**REQUIRED ACTION:** I would like every record reproduced exactly, with the pictures left out.

**DATA:**
-*-*-

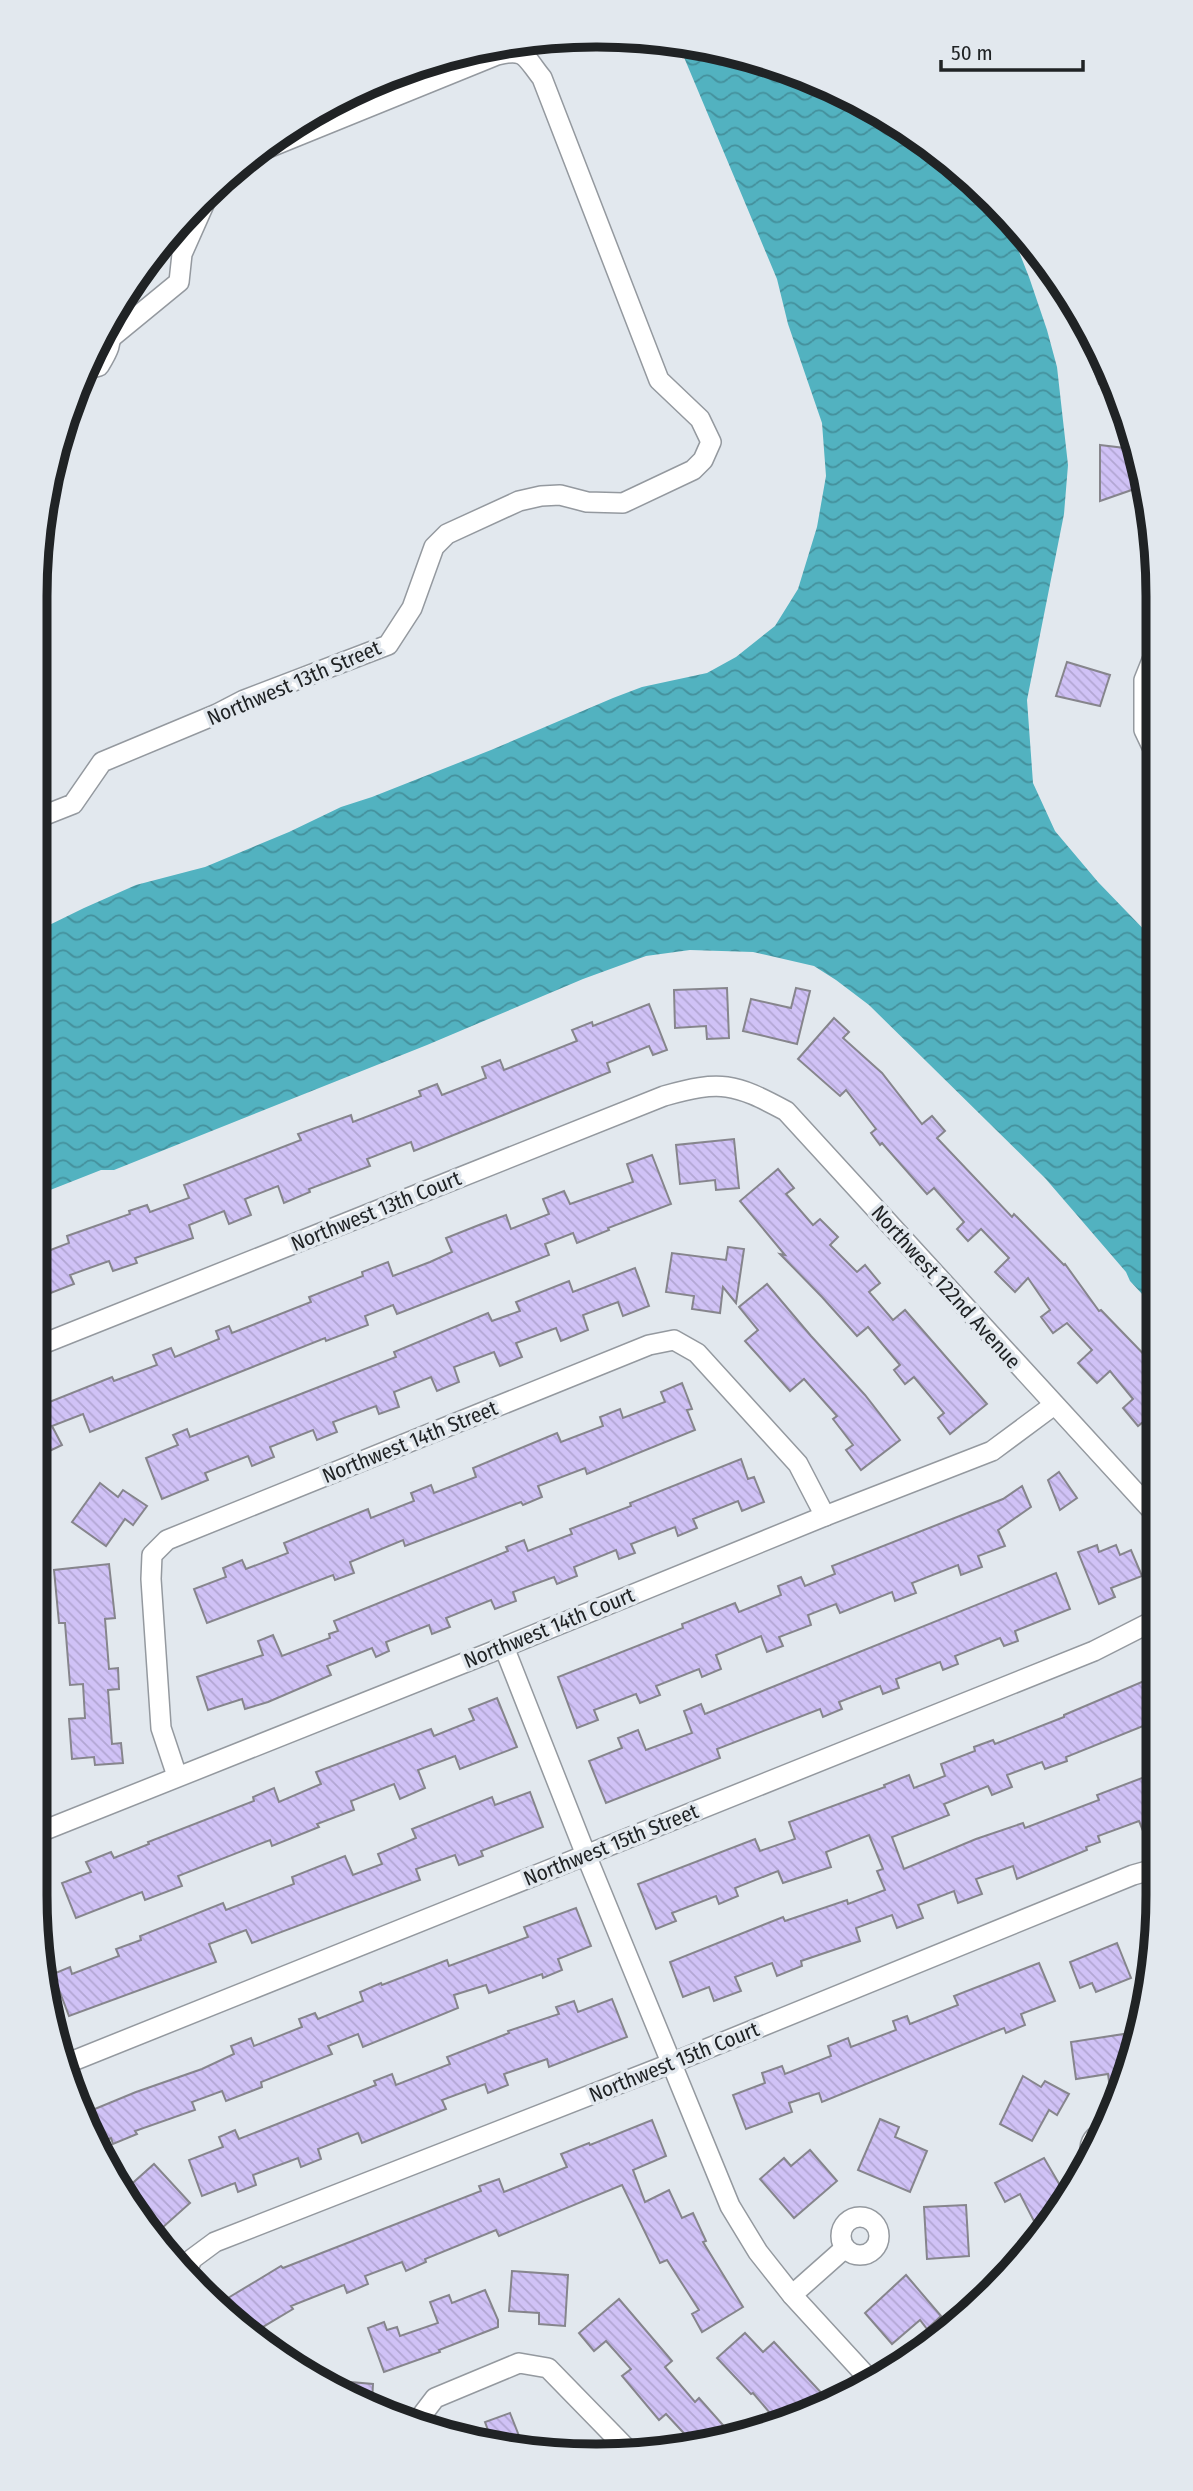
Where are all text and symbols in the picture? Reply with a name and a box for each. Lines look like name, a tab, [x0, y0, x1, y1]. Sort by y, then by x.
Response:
scale bar	[941, 28, 1083, 72]
text: 50 m	[951, 40, 993, 66]
street label: Northwest 13th Street	[203, 635, 385, 731]
street label: Northwest 13th Court	[287, 1165, 465, 1257]
street label: Northwest 122nd Avenue	[866, 1200, 1026, 1374]
street label: Northwest 14th Street	[319, 1395, 502, 1489]
street label: Northwest 14th Court	[460, 1582, 638, 1674]
street label: Northwest 15th Street	[520, 1798, 702, 1892]
street label: Northwest 15th Court	[585, 2016, 763, 2108]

-*-*-

**SOLVED EXERCISE:**
Where are all text and symbols in the picture? Reply with a name and a box for each. Lines look like name, a tab, [x0, y0, x1, y1]. Sort by y, then by x.
Response:
scale bar	[941, 28, 1083, 72]
text: 50 m	[951, 40, 993, 66]
street label: Northwest 13th Street	[203, 635, 385, 731]
street label: Northwest 13th Court	[287, 1165, 465, 1257]
street label: Northwest 122nd Avenue	[866, 1200, 1026, 1374]
street label: Northwest 14th Street	[319, 1395, 502, 1489]
street label: Northwest 14th Court	[460, 1582, 638, 1674]
street label: Northwest 15th Street	[520, 1798, 702, 1892]
street label: Northwest 15th Court	[585, 2016, 763, 2108]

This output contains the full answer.